State the number of lines in the material below that hold "linecap", and add nothing to it.

DATASET.
--*--
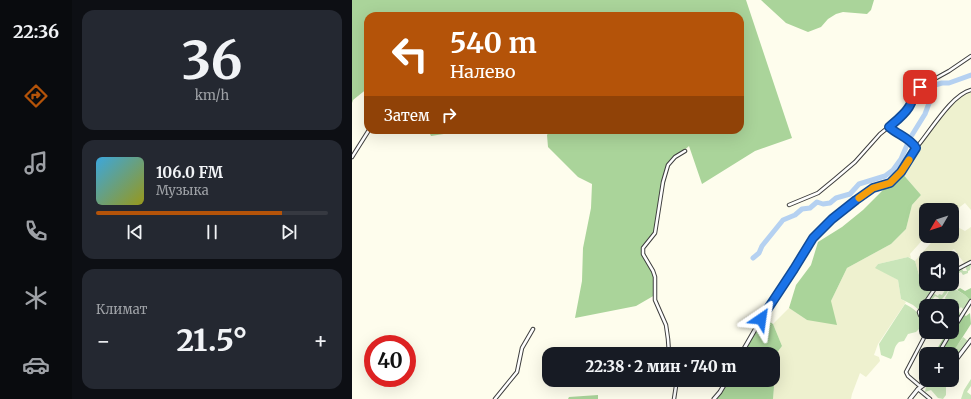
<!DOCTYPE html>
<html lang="ru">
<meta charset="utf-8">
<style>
body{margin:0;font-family:Merriweather,serif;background:#242831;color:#f1f3f6;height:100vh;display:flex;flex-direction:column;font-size:15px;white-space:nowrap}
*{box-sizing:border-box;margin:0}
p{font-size:13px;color:#9ea1a6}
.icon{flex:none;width:22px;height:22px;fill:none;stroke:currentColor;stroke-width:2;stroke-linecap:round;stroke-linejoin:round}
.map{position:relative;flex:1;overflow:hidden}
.sheet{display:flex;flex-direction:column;gap:10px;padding:10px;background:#0d0f14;width:280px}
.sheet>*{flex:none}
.top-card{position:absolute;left:12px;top:12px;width:380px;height:122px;border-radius:12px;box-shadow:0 4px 16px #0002;background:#b45309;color:#fff;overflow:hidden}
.needle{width:26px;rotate:231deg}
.controls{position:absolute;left:567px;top:203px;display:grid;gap:8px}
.controls a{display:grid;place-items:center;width:40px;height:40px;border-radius:8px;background:#171b24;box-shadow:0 4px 16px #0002;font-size:20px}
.speed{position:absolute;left:12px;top:335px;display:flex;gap:8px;font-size:20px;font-weight:700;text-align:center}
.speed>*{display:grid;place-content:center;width:52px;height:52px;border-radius:50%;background:#171b24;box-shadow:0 4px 16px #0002;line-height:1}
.speed .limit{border:6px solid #d22;background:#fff;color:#111}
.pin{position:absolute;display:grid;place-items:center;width:34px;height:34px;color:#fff;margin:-17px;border-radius:8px;box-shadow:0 2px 6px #0006}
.me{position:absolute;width:44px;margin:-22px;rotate:32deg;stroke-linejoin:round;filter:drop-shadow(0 0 3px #0008)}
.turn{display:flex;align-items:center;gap:14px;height:84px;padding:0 20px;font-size:18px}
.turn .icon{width:52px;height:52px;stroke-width:2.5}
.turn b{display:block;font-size:28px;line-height:34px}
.then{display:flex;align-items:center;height:38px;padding:0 20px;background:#0003;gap:8px;font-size:15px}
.big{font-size:30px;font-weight:800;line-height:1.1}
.sheet .tile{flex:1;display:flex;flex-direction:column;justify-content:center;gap:6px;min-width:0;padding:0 14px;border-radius:12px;background:#242831}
.sheet .dial{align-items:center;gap:0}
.dial b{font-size:52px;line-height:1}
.song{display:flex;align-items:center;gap:12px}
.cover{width:48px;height:48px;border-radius:6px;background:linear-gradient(135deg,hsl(200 70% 55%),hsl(60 70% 35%))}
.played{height:4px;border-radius:2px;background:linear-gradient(90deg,#b45309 80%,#363941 80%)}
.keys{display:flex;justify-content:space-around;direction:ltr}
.heat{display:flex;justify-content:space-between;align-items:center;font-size:22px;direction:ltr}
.trip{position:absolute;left:190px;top:347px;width:238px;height:40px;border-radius:12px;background:#171b24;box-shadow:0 4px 16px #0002;font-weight:800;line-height:40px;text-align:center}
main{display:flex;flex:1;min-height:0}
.menu{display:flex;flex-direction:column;width:72px;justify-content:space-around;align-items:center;background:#090b0e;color:#9ea1a6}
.menu .icon{width:28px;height:28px}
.menu .current{color:#b45309}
.menu b{font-size:18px;color:#f1f3f6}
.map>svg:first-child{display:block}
.farmland{fill:#eef1cf}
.green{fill:#c9e5b9}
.forest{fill:#aad49a}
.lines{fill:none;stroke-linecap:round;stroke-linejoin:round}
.river{stroke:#b5d1f1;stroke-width:5}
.minor-casing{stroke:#3f3f3f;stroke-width:4.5}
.tertiary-casing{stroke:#3f3f3f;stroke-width:5}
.minor{stroke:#fff;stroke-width:2.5}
.tertiary{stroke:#fff;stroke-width:3}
.route-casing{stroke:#114b97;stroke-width:10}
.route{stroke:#1a73e8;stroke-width:7}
.slow{stroke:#f59e0b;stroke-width:7}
</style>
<main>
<nav class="menu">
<b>22:36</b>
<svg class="icon current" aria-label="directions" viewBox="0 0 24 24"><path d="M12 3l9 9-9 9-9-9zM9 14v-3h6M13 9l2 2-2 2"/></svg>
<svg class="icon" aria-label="music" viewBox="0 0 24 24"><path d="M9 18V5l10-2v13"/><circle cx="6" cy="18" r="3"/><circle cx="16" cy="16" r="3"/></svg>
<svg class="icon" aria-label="phone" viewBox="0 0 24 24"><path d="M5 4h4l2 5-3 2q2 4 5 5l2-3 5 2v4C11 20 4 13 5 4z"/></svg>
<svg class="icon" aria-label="climate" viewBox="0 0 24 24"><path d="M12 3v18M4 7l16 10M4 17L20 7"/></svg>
<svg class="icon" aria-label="car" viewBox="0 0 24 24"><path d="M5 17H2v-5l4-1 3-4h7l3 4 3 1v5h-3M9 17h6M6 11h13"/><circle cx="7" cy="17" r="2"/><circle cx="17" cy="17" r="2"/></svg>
</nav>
<section class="sheet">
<div class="tile dial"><b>36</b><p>km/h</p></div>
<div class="tile">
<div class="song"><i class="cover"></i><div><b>106.0 FM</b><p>Музыка</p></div></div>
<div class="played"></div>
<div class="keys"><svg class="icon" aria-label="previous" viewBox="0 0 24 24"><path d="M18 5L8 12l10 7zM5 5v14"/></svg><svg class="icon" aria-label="pause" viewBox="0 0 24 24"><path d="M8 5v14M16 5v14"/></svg><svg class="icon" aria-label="next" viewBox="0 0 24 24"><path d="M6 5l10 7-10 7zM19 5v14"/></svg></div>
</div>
<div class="tile"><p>Климат</p>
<div class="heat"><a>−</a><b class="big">21.5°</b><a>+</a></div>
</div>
</section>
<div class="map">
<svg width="619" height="399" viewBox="0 0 619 399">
<rect width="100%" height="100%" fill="#fefded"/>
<g class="farmland">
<path d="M 619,90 L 619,210 L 613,203 L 600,213 L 600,210 L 574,210 L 574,236 L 558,254 L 559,258 L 556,257 L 526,264 L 524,267 L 546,280 L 549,299 L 554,302 L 526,344 L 522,355 L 527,357 L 528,361 L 514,377 L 508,373 L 500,394 L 499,399 L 421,399 L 422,387 L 421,358 L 430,346 L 421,324 L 437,308 L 455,320 L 479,301 L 495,268 L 539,244 L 554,229 L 560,205 L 569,195 L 549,172 L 564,148 L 590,114 L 605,98 Z"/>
<path d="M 600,224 L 613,231 L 619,227 L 619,262 L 612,263 L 602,249 L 589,258 L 574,258 L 574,269 L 567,275 L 563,261 L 585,236 L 600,236 Z"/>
</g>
<g class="green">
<path d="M 556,257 L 563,261 L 567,275 L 574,281 L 574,284 L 577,284 L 581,288 L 567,310 L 561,305 L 549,299 L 546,280 L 523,268 L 526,264 Z"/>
<path d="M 619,263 L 618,270 L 616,271 L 616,273 L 611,275 L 609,272 L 603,275 L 602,272 L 610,268 L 611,271 L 615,271 L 613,266 Z"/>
<path d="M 587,284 L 599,284 L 595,293 L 586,304 L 584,303 L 587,298 L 583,296 L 578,303 L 580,304 L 578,306 L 574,306 L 574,304 L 581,293 L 586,296 L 587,294 L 590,295 L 595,287 L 591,285 L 589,288 L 586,286 Z"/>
<path d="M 599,287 L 613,295 L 618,300 L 611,309 L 609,307 L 606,310 L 608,313 L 605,317 L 603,316 L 600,324 L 600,306 L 597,306 L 593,298 Z"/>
<path d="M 553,304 C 560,307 571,316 574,324 C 575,326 574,328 574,330 L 568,328 L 564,332 L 556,334 L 552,341 L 547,342 C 541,347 543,353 539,359 L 529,355 L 527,344 Z"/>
<path d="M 611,337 L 616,341 L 600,363 L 600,354 L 599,354 Z"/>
<path d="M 619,379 L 619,386 L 615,392 L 619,395 L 619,399 L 609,399 L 612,390 Z"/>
<path d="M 581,380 L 594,380 L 594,395 L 591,399 L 586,398 L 579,390 L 573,392 L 574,386 Z"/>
</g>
<g class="forest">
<path d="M 0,0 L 394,0 L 440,138 L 403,151 L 350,184 L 337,146 L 316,165 L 301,238 L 291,248 L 301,271 L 303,295 L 284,306 L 223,318 L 230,281 L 231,248 L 239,208 L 240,184 L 226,177 L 196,147 L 195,135 L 198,130 L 388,130 L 388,16 L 16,16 L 16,88 L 1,100 L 0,103 Z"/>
<path d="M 409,0 L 522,0 L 519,10 L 515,14 L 491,12 L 484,14 L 476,19 L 469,27 L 456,32 L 434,23 Z"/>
<path d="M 76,130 L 117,130 L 79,136 Z"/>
<path d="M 549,172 L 569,195 L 560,205 L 554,229 L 539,244 L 495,268 L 479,301 L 485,325 L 455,320 L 437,308 L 444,285 L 459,265 L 466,242 L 490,227 L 511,210 Z"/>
<path d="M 608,288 L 613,291 L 619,288 L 619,300 L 618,300 L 613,295 L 605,290 Z"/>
<path d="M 608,313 L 614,316 L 618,313 L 619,324 L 601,352 L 599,354 L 582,354 L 595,332 L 600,332 L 600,324 L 602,319 L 604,320 L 606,318 L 605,317 Z"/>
<path d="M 412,318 L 421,324 L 430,346 L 421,358 L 421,354 L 387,354 L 400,331 L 406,327 Z"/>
<path d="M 421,366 L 422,387 L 421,399 L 365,399 L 377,380 L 421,380 Z"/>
<path d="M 246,395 L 246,399 L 216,399 L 217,397 Z"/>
</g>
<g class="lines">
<g class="river">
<path d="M 560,135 L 573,114 L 579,98 L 580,89 L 583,85 L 590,83 L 597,83 L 619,75"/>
<path d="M 401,258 L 407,253 L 410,246 L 431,220 L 443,215 L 450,209 L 458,208 L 465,202 L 471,204 L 478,203 L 484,198 L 498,194 L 507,184 L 533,176 L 541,170 L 549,159 L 555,145"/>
</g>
<defs>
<g id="minor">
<path d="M 537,127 C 546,135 558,138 564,148 C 578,132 599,95 619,90"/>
<path d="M 0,157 L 17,130"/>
<path d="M 437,205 L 466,193 L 483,179 L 503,162 L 528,134 L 549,117 L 557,107 L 563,94 L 568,87 L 597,71 L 619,56"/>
<path d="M 600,272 L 619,262"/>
<path d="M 574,324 L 568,315 L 567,312 L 586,284"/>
<path d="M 600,331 L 619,301"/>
<path d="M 317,354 L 316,339 L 314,325 L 303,300 L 303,277 L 301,271 L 291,254 L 291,248 L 303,233 L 311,182 L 316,165 L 323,157 L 333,151"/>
<path d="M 586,354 L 599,332"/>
<path d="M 574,374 L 571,378 L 569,387 L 556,376 L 554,372 L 575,332"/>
<path d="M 566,389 L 578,399"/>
<path d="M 143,399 L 165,372 L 170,348 L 181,329"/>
<path d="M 322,399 L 324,386 L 323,380"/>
</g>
<g id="tertiary">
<path d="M 389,354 L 416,307 L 442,269 L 461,238 L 480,219 L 504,200 L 521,188 L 538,183 L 549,172 L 564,148"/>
<path d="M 600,365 L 619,340"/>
<path d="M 362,399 L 368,392 L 375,380"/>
<path d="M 558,399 L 566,389 L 579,380"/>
</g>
</defs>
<use href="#minor" class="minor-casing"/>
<use href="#tertiary" class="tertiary-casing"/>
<use href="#minor" class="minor"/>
<use href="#tertiary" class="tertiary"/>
</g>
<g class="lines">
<defs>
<path id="route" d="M 409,319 L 442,269 L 461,238 L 480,219 L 504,200 L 521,188 L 538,183 L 549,172 L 564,148 C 558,138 546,135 537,127 C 544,121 552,115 557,107 C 561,100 563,93 568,87"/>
</defs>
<use href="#route" class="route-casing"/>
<use href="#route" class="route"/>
<path class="slow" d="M 507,198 L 521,188 L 538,183 L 549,172 L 557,160"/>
</g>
</svg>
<div class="controls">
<a><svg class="needle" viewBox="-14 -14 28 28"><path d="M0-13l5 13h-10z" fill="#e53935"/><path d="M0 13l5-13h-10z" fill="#9ea1a6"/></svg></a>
<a><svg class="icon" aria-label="sound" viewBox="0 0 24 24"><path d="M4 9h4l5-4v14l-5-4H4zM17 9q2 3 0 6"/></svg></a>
<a><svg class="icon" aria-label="search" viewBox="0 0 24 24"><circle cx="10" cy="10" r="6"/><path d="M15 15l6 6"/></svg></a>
<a>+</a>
</div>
<div class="speed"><div class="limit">40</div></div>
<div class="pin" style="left:568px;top:87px;background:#d93025"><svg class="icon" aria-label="arrive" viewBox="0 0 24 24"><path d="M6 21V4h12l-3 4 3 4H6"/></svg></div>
<svg class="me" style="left:409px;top:319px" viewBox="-20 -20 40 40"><path d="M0-17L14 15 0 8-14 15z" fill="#1a73e8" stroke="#fff" stroke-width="4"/></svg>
<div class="trip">22:38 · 2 мин · 740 m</div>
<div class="top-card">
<div class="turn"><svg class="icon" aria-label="left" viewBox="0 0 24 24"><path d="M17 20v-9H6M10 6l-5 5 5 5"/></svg><div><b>540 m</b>Налево</div></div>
<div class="then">Затем<svg class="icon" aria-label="right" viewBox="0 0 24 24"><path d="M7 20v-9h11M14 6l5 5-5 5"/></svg></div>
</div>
</div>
</main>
--*--
ANSWER TO THIS TASK. 2